Report each line of the entries below that includes "strong".

[Saved data entries]
----

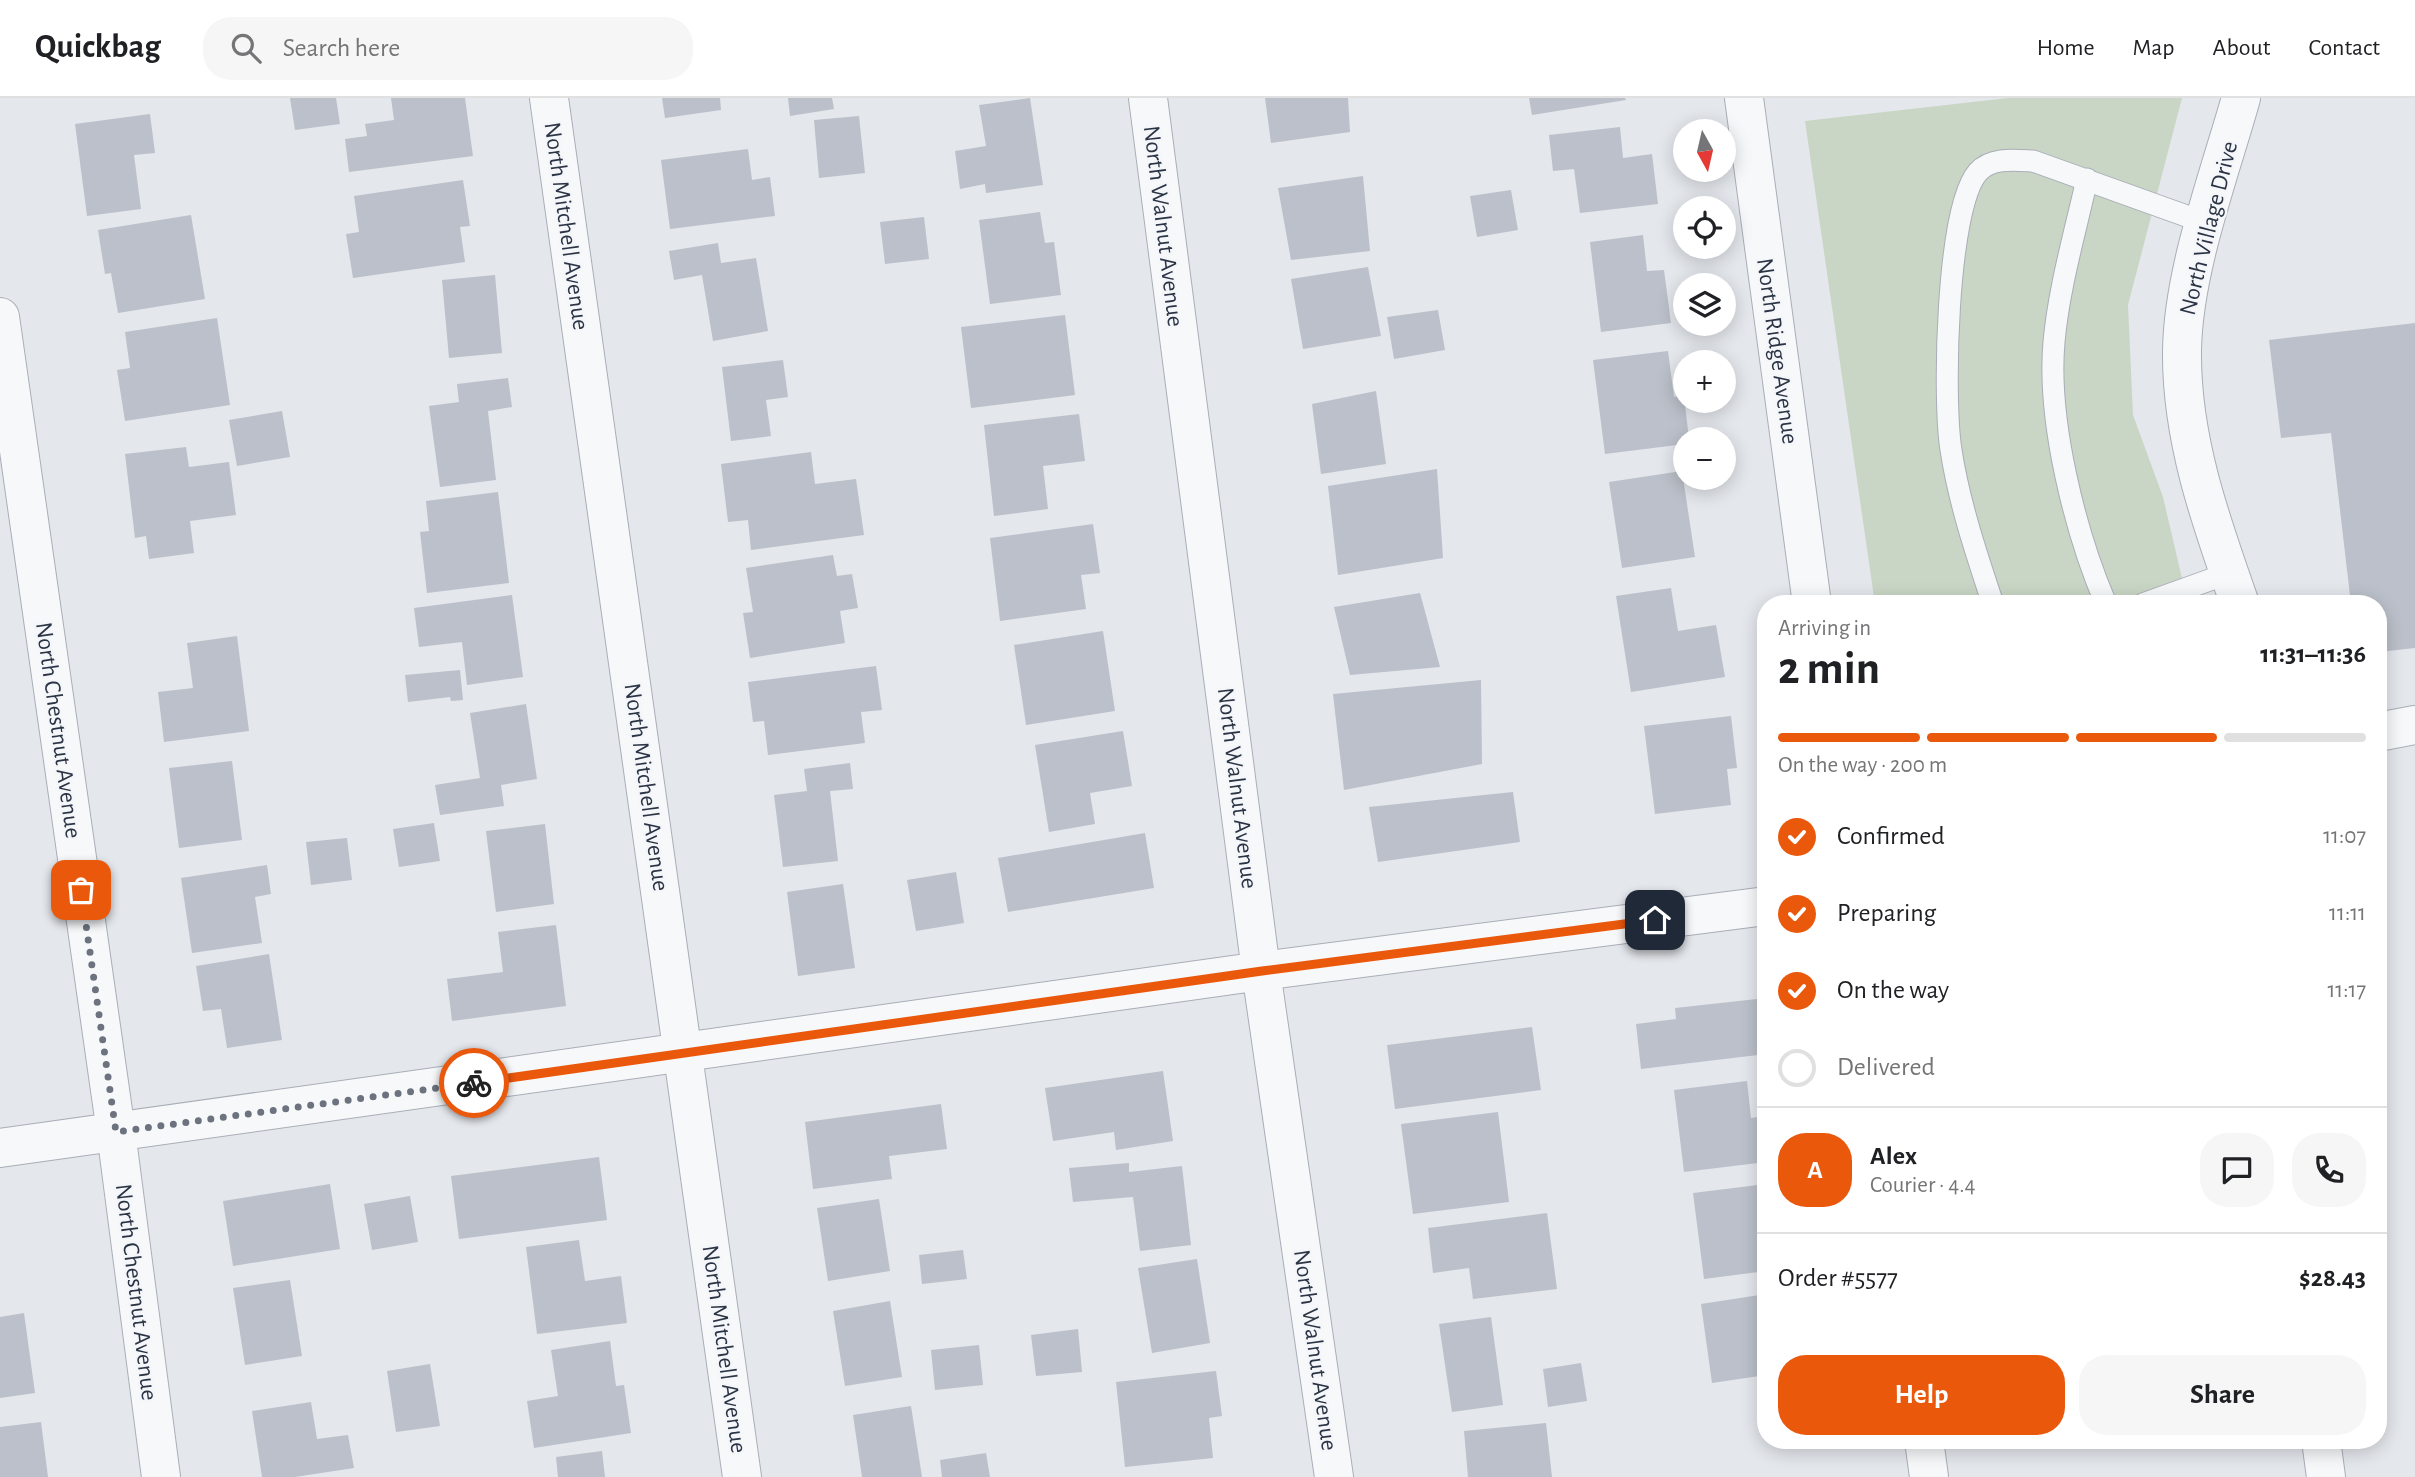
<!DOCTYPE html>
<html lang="en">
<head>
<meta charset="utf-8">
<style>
  :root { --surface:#fff; --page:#f6f6f6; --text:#202124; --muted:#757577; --line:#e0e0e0; --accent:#ea580c }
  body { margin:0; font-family:"Alegreya Sans",sans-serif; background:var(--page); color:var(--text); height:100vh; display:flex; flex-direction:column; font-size:26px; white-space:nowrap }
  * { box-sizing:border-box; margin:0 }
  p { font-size:23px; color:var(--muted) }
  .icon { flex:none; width:38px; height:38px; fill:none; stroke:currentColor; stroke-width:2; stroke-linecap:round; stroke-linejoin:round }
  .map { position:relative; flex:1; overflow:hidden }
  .sheet { position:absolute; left:1757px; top:497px; width:630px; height:854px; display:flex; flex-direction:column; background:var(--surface); border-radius:28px; box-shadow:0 4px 18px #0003 }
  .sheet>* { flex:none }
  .needle { width:46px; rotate:172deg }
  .buttons { position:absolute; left:1673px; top:21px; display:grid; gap:14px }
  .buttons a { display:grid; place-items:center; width:63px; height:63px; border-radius:50%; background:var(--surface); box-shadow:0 4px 18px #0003; font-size:35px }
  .pin { position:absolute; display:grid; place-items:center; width:60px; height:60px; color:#fff; margin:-30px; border-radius:14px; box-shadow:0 4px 10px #0006 }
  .courier { position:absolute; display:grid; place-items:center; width:70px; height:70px; margin:-35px; border:5px solid #ea580c; border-radius:50%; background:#fff; color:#222; box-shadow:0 2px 9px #0007 }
  .head em { font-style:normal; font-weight:600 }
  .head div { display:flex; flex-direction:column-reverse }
  .head { display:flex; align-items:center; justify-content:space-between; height:119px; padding:0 21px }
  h1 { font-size:46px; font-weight:600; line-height:52px }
  .bar { display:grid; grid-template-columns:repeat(4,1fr); gap:10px 7px; align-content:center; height:84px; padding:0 21px }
  .bar i { height:9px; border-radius:5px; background:var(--line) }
  .bar .on { background:var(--accent) }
  .bar p { grid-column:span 4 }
  .line { display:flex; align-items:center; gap:18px; padding:0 21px; border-top:2px solid var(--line) }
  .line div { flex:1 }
  .round { display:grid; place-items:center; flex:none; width:74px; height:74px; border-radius:28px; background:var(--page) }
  ol { padding:0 21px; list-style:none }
  li { display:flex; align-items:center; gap:21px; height:77px }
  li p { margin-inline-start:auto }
  li .icon { padding:7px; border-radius:50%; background:var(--accent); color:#fff; stroke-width:4 }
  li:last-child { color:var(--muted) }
  li i { width:38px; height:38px; border:4px solid var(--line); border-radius:50% }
  .primary-button { display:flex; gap:14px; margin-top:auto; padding:14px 21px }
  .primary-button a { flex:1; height:80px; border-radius:28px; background:var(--accent); color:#fff; font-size:28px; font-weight:600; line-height:80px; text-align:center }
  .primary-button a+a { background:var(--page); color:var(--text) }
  header { display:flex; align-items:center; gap:42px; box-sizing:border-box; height:98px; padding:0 35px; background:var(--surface); border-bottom:2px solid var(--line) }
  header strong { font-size:33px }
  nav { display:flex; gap:38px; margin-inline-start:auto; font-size:24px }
  .search { width:490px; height:63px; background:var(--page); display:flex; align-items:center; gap:18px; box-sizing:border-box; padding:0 24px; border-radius:28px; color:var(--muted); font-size:26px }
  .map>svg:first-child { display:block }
  .green { fill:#c9d6c5 }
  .building { fill:#bbc0ca }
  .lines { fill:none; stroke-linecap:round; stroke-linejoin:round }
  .service-casing { stroke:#a9aeb7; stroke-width:23 }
  .minor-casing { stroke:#a9aeb7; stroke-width:40 }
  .service { stroke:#f7f8fa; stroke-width:21 }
  .minor { stroke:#f7f8fa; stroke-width:38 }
  .done { stroke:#6c737f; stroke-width:7; stroke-dasharray:0 12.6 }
  .route { stroke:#ea580c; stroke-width:9 }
  .labels { text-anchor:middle; stroke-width:5; stroke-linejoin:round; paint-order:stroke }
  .street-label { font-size:24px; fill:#2b3445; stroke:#f4f6f9 }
</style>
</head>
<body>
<header>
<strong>Quickbag</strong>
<div class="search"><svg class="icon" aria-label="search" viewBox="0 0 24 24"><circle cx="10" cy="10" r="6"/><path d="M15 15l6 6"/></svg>Search here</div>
<nav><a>Home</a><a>Map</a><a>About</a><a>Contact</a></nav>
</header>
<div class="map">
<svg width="2415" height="1379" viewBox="0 0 2415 1379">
  <rect width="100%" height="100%" fill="#e4e7ec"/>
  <path class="green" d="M2008 0H2182L2128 207 2133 317 2163 399 2188 506H1875L1805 23Z"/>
  <path class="building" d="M290 0H336L340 26 295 32Z
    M391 0H465L473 58 349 74 345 41 367 38 365 26 394 22Z
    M662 0H720L721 12 665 20Z
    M788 0H832L834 11 790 18Z
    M1030 0 1043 87 986 95 985 86 960 91 955 53 986 48 979 7Z
    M1265 0H1348L1350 34 1271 45Z
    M1529 0H1625L1626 2 1532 17Z
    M150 16 155 55 134 57 141 111 87 118 75 26Z
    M859 18 865 75 819 80 814 22Z
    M1620 29 1623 60 1652 56 1658 106 1580 115 1574 71 1553 73 1549 37Z
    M748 51 752 82 770 79 775 118 670 131 661 62Z
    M1363 78 1370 153 1291 162 1278 90Z
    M463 82 470 128 460 129 465 164 353 180 346 136 359 134 354 98Z
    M1511 92 1518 132 1477 139 1470 98Z
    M1040 114 1045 145 1054 144 1061 197 990 206 979 122Z
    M191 117 205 201 118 215 111 175 105 176 98 132Z
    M924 119 929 161 885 166 880 124Z
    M1643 137 1647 173 1664 172 1671 225 1601 234 1590 144Z
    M718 145 721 165 756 160 768 233 713 243 702 177 674 182 669 153Z
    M1368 169 1381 238 1303 251 1291 181Z
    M495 177 502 255 449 260 442 182Z
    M1438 212 1445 252 1394 261 1387 219Z
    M1065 217 1075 297 971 310 961 229Z
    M217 220 230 307 125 323 117 272 130 270 125 234Z
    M2415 225V550L2379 554 2378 506H2351L2331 335 2281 340 2269 242Z
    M1668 253 1674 299 1684 298 1689 341H1685V346L1605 356 1593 262Z
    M783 262 788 299 766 302 771 338 731 343 722 269Z
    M508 280 512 309 488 313 496 382 440 389 429 308 459 304 457 286Z
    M1376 293 1386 366 1321 376 1312 306Z
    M282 313 290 359 237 368 229 322Z
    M1079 316 1085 363 1043 368 1048 411 994 418 984 327Z
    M186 349 189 369 229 364 236 417 190 423 194 455 149 461 146 438 135 440 125 356Z
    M811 354 815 386 856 381 864 437 751 452 748 422 728 424 721 366Z
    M1437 371 1443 460 1338 477 1328 388Z
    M1682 373 1695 459 1622 470 1609 384Z
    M498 394 509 485 427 495 420 434 429 433 426 403Z
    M1093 426 1100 475 1081 477 1086 511 1000 523 990 440Z
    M833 457 837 478 852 476 858 510 840 513 845 545 750 560 743 515 753 514 746 470Z
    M1671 490 1678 533 1716 527 1725 579 1631 594 1616 498Z
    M1420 495 1440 569 1350 577 1334 509Z
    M512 497 523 579 467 587 462 544 419 549 414 510Z
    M1103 533 1115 613 1026 627 1014 547Z
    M237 538 249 633 164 644 158 594 193 590 187 545Z
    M876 568 882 612 861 614 865 645 768 657 764 623 753 624 748 584Z
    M460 572 463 602 451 603 450 599 408 604 405 577Z
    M1481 582 1482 666 1344 692 1333 596Z
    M526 606 537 681 501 687 504 708 440 717 435 687 480 680 470 615Z
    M1731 618 1737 670 1727 671 1731 707 1655 716 1644 628Z
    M1123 633 1132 688 1090 695 1095 726 1049 734 1035 647Z
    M232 663 242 742 179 750 169 670Z
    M850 665 853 691 830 693 838 763 783 769 774 697 807 693 804 671Z
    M1513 694 1520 744 1378 764 1369 709Z
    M434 725 440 763 399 769 393 731Z
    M545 726 554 806 496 814 486 733Z
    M1145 735 1154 790 1008 814 998 760Z
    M347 740 352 782 311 787 306 744Z
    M267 767 271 796 255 799 262 845 192 855 181 780Z
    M956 774 964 825 916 833 907 782Z
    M843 786 855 870 798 878 787 794Z
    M556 827 566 908 452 923 447 881 503 874 498 834Z
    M269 856 282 942 227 950 221 911 203 913 196 868Z
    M1766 900V956L1641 971 1636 926 1676 921 1675 910Z
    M1532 929 1541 992 1395 1011 1387 947Z
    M1163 973 1173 1043 1116 1052 1114 1034 1053 1043 1045 990Z
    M1747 983 1751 1020 1766 1018V1064L1684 1074 1674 992Z
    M941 1006 947 1051 889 1058 892 1081 813 1091 805 1024Z
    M1498 1014 1509 1104 1413 1116 1401 1026Z
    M599 1059 607 1122 459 1141 451 1078Z
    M1129 1065V1074L1182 1068 1191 1147 1140 1153 1133 1099 1073 1104 1069 1070Z
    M330 1086 340 1151 233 1168 223 1103Z
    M1766 1086V1129L1763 1130 1766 1173 1704 1181 1693 1095Z
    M410 1098 418 1144 372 1152 364 1106Z
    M879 1101 890 1173 828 1183 817 1110Z
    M1547 1115 1557 1191 1473 1201 1469 1170 1433 1175 1428 1130Z
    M579 1142 585 1183 621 1178 627 1225 537 1236 526 1149Z
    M963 1152 967 1181 922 1186 919 1157Z
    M1197 1161 1210 1245 1152 1255 1138 1170Z
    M290 1182 302 1258 245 1267 233 1190Z
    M1766 1196V1277L1712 1285 1701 1206Z
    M890 1203 902 1279 845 1288 833 1213Z
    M24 1215 35 1295 0 1300V1219Z
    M1491 1219 1503 1307 1452 1314 1439 1226Z
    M1078 1231 1082 1274 1036 1278 1031 1237Z
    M610 1243 616 1288 624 1287 631 1335 534 1350 527 1303 558 1298 551 1252Z
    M979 1247 983 1287 935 1292 931 1252Z
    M1581 1265 1587 1303 1548 1309 1543 1271Z
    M430 1266 440 1328 396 1334 387 1273Z
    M1216 1273 1222 1318 1209 1320 1213 1360 1125 1369 1116 1284Z
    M311 1304 317 1341 348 1337 354 1370 295 1379H262L252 1313Z
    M911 1308 922 1379H862L853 1317Z
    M41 1324 48 1379H0V1329Z
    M1546 1325 1552 1379H1468L1464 1333Z
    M602 1353 605 1379H558L556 1359Z
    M986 1355 990 1379H942L940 1362Z"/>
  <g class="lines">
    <g class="service-casing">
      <path id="service" d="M2087 81C2075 135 2059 189 2054 244 2047 322 2075 434 2106 506
        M1993 506C1976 455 1959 404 1951 352 1943 303 1946 110 1978 74 1991 59 2015 62 2033 63L2206 125
        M2143 506 2229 475"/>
    </g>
    <g class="minor-casing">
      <path id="minor" d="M549 0 742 1379
        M1148 0 1261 873 1334 1379
        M1744 0 1812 506
        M0 219 116 1034 161 1379
        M2240 506C2211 424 2181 341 2182 253 2183 173 2219 78 2241 0
        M2378 634 2415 627
        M0 1050 1261 873 1766 808
        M1924 1342 1929 1379
        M2321 1342 2326 1379"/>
    </g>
    <use href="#service" class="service"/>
    <use href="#minor" class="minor"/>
  </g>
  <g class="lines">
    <path class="done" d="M81 792 116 1034 474 985"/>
    <path class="route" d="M474 985 1262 873 1655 822"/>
  </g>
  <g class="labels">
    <g class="street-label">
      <text transform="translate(567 128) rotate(82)" y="8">North Mitchell Avenue</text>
      <text transform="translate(1164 128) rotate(83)" y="8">North Walnut Avenue</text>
      <text transform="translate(2208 130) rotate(-76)" y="8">North Village Drive</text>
      <text transform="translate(1778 253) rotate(82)" y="8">North Ridge Avenue</text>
      <text transform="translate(59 632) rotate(82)" y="8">North Chestnut Avenue</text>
      <text transform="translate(647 689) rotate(82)" y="8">North Mitchell Avenue</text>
      <text transform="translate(1238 690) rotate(83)" y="8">North Walnut Avenue</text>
      <text transform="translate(137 1194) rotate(83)" y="8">North Chestnut Avenue</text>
      <text transform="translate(725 1251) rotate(82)" y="8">North Mitchell Avenue</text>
      <text transform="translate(1316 1252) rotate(82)" y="8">North Walnut Avenue</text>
    </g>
  </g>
</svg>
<div class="buttons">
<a><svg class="needle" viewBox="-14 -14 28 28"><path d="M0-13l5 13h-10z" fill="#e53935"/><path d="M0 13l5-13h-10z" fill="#757577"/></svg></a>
<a><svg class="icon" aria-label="locate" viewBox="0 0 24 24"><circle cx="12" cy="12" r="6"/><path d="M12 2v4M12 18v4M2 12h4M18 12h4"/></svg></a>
<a><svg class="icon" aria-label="layers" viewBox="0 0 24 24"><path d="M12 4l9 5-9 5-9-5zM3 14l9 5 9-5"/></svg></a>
<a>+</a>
<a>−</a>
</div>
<div class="pin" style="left:81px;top:792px;background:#ea580c"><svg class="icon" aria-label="bag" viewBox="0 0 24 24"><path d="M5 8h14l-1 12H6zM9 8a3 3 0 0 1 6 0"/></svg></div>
<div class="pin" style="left:1655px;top:822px;background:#1f2937"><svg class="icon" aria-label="home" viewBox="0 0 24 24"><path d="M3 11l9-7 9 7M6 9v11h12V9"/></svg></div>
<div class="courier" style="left:474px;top:985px"><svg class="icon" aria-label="bike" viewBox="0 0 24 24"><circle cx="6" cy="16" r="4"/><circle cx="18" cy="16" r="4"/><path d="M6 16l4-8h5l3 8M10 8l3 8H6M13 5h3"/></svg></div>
<section class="sheet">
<div class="head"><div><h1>2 min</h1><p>Arriving in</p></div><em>11:31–11:36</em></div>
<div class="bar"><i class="on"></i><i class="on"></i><i class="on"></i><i></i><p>On the way · 200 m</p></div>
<ol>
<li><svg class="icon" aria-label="check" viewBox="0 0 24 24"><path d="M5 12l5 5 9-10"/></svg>Confirmed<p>11:07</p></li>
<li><svg class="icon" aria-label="check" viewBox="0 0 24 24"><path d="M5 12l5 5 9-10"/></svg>Preparing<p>11:11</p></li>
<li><svg class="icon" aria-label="check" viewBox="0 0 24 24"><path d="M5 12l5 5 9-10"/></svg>On the way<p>11:17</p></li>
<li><i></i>Delivered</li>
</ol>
<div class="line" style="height:126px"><b class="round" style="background:var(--accent);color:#fff">A</b><div><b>Alex</b><p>Courier · 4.4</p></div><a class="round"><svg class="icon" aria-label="chat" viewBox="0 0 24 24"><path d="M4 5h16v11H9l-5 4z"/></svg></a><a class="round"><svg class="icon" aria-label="phone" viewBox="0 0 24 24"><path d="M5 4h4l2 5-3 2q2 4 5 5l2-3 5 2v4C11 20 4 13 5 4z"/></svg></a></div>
<div class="line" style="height:91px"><div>Order #5577</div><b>$28.43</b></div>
<div class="primary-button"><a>Help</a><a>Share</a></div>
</section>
</div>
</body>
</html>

----

- EXERCISE RESPONSE:
  header strong { font-size:33px }
<strong>Quickbag</strong>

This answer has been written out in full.